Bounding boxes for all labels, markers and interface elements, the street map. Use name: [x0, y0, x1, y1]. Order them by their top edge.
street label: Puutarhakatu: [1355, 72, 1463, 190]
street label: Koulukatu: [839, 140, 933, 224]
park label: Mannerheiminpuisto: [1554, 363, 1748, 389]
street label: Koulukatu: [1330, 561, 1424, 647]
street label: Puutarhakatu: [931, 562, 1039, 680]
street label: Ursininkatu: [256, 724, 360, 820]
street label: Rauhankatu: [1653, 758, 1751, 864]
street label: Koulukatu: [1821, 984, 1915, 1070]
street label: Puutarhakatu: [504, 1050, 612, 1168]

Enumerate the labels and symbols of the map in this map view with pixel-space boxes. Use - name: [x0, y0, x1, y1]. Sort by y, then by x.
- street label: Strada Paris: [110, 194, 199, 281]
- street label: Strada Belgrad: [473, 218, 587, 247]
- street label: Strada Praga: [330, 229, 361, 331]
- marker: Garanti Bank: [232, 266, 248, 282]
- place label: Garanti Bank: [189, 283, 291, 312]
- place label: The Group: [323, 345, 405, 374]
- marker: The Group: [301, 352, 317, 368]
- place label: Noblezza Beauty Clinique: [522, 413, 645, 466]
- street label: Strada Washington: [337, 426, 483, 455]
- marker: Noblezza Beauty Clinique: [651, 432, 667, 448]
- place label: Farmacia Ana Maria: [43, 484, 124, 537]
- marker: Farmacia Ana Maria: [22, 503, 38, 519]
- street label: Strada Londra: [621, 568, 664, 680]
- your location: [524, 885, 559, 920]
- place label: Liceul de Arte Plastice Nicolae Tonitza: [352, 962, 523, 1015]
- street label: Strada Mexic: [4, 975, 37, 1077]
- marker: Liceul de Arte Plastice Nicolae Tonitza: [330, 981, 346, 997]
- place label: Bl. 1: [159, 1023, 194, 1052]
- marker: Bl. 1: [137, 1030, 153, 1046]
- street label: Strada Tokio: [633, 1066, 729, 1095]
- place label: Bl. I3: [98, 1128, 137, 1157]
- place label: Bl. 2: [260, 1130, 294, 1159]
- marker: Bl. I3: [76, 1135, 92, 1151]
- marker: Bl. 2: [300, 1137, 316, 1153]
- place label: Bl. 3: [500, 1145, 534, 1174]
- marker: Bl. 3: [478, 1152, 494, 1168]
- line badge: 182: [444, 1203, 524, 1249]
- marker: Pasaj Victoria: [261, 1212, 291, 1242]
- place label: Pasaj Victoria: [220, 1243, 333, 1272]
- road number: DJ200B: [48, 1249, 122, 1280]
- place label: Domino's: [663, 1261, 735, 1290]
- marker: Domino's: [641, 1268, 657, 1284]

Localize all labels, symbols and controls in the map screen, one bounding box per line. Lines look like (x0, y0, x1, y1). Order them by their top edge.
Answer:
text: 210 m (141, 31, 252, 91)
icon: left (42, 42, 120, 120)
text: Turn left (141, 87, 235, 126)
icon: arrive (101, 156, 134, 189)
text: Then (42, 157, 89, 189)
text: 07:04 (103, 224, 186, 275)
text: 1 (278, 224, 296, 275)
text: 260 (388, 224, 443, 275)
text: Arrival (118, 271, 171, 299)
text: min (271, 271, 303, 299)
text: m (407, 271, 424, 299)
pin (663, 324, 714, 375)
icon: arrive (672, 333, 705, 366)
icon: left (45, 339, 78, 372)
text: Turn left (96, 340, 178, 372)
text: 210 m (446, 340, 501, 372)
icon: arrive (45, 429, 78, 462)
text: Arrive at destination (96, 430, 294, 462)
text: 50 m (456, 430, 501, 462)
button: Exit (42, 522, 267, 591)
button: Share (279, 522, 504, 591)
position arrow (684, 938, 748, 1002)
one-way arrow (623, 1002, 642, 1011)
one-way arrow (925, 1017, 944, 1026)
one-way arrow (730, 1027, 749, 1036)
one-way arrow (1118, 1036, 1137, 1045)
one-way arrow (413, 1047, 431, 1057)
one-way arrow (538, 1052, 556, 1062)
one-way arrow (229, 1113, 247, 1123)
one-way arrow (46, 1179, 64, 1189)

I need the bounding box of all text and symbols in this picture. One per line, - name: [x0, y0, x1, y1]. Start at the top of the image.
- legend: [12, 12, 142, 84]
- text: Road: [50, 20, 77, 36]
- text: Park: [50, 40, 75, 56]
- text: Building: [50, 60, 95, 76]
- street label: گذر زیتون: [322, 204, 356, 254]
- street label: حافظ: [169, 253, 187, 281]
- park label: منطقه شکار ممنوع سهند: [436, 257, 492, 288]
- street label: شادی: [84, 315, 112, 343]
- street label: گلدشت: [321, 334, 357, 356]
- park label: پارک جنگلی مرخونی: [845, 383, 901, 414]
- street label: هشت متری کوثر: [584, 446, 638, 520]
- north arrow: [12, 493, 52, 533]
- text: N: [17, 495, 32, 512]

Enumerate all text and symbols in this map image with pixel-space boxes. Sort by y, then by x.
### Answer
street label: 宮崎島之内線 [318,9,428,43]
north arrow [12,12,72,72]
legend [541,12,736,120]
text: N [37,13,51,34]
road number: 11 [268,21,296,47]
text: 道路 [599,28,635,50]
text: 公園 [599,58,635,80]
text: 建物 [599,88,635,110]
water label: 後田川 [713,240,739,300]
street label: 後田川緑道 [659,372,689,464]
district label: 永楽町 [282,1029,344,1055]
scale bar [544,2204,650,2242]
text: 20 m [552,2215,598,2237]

● ● ●

◆ Task goal
The material is to be written out again in full, with no word altered.

◆ Worked solution
Bounding boxes for all labels, markers and interface elements, the street map. Use name: [x0, y0, x1, y1]. Order them by their top edge.
street label: Puutarhakatu: [1355, 72, 1463, 190]
street label: Koulukatu: [839, 140, 933, 224]
park label: Mannerheiminpuisto: [1554, 363, 1748, 389]
street label: Koulukatu: [1330, 561, 1424, 647]
street label: Puutarhakatu: [931, 562, 1039, 680]
street label: Ursininkatu: [256, 724, 360, 820]
street label: Rauhankatu: [1653, 758, 1751, 864]
street label: Koulukatu: [1821, 984, 1915, 1070]
street label: Puutarhakatu: [504, 1050, 612, 1168]

Enumerate the labels and symbols of the map in this map view with pixel-space boxes. Use - name: [x0, y0, x1, y1]. Sort by y, then by x.
- street label: Strada Paris: [110, 194, 199, 281]
- street label: Strada Belgrad: [473, 218, 587, 247]
- street label: Strada Praga: [330, 229, 361, 331]
- marker: Garanti Bank: [232, 266, 248, 282]
- place label: Garanti Bank: [189, 283, 291, 312]
- place label: The Group: [323, 345, 405, 374]
- marker: The Group: [301, 352, 317, 368]
- place label: Noblezza Beauty Clinique: [522, 413, 645, 466]
- street label: Strada Washington: [337, 426, 483, 455]
- marker: Noblezza Beauty Clinique: [651, 432, 667, 448]
- place label: Farmacia Ana Maria: [43, 484, 124, 537]
- marker: Farmacia Ana Maria: [22, 503, 38, 519]
- street label: Strada Londra: [621, 568, 664, 680]
- your location: [524, 885, 559, 920]
- place label: Liceul de Arte Plastice Nicolae Tonitza: [352, 962, 523, 1015]
- street label: Strada Mexic: [4, 975, 37, 1077]
- marker: Liceul de Arte Plastice Nicolae Tonitza: [330, 981, 346, 997]
- place label: Bl. 1: [159, 1023, 194, 1052]
- marker: Bl. 1: [137, 1030, 153, 1046]
- street label: Strada Tokio: [633, 1066, 729, 1095]
- place label: Bl. I3: [98, 1128, 137, 1157]
- place label: Bl. 2: [260, 1130, 294, 1159]
- marker: Bl. I3: [76, 1135, 92, 1151]
- marker: Bl. 2: [300, 1137, 316, 1153]
- place label: Bl. 3: [500, 1145, 534, 1174]
- marker: Bl. 3: [478, 1152, 494, 1168]
- line badge: 182: [444, 1203, 524, 1249]
- marker: Pasaj Victoria: [261, 1212, 291, 1242]
- place label: Pasaj Victoria: [220, 1243, 333, 1272]
- road number: DJ200B: [48, 1249, 122, 1280]
- place label: Domino's: [663, 1261, 735, 1290]
- marker: Domino's: [641, 1268, 657, 1284]

Localize all labels, symbols and controls in the map screen, one bounding box per line. Lines look like (x0, y0, x1, y1). Order them by their top edge.
Answer:
text: 210 m (141, 31, 252, 91)
icon: left (42, 42, 120, 120)
text: Turn left (141, 87, 235, 126)
icon: arrive (101, 156, 134, 189)
text: Then (42, 157, 89, 189)
text: 07:04 (103, 224, 186, 275)
text: 1 (278, 224, 296, 275)
text: 260 (388, 224, 443, 275)
text: Arrival (118, 271, 171, 299)
text: min (271, 271, 303, 299)
text: m (407, 271, 424, 299)
pin (663, 324, 714, 375)
icon: arrive (672, 333, 705, 366)
icon: left (45, 339, 78, 372)
text: Turn left (96, 340, 178, 372)
text: 210 m (446, 340, 501, 372)
icon: arrive (45, 429, 78, 462)
text: Arrive at destination (96, 430, 294, 462)
text: 50 m (456, 430, 501, 462)
button: Exit (42, 522, 267, 591)
button: Share (279, 522, 504, 591)
position arrow (684, 938, 748, 1002)
one-way arrow (623, 1002, 642, 1011)
one-way arrow (925, 1017, 944, 1026)
one-way arrow (730, 1027, 749, 1036)
one-way arrow (1118, 1036, 1137, 1045)
one-way arrow (413, 1047, 431, 1057)
one-way arrow (538, 1052, 556, 1062)
one-way arrow (229, 1113, 247, 1123)
one-way arrow (46, 1179, 64, 1189)

I need the bounding box of all text and symbols in this picture. One per line, - name: [x0, y0, x1, y1]. Start at the top of the image.
- legend: [12, 12, 142, 84]
- text: Road: [50, 20, 77, 36]
- text: Park: [50, 40, 75, 56]
- text: Building: [50, 60, 95, 76]
- street label: گذر زیتون: [322, 204, 356, 254]
- street label: حافظ: [169, 253, 187, 281]
- park label: منطقه شکار ممنوع سهند: [436, 257, 492, 288]
- street label: شادی: [84, 315, 112, 343]
- street label: گلدشت: [321, 334, 357, 356]
- park label: پارک جنگلی مرخونی: [845, 383, 901, 414]
- street label: هشت متری کوثر: [584, 446, 638, 520]
- north arrow: [12, 493, 52, 533]
- text: N: [17, 495, 32, 512]

Enumerate all text and symbols in this map image with pixel-space boxes. Sort by y, then by x.
### Answer
street label: 宮崎島之内線 [318,9,428,43]
north arrow [12,12,72,72]
legend [541,12,736,120]
text: N [37,13,51,34]
road number: 11 [268,21,296,47]
text: 道路 [599,28,635,50]
text: 公園 [599,58,635,80]
text: 建物 [599,88,635,110]
water label: 後田川 [713,240,739,300]
street label: 後田川緑道 [659,372,689,464]
district label: 永楽町 [282,1029,344,1055]
scale bar [544,2204,650,2242]
text: 20 m [552,2215,598,2237]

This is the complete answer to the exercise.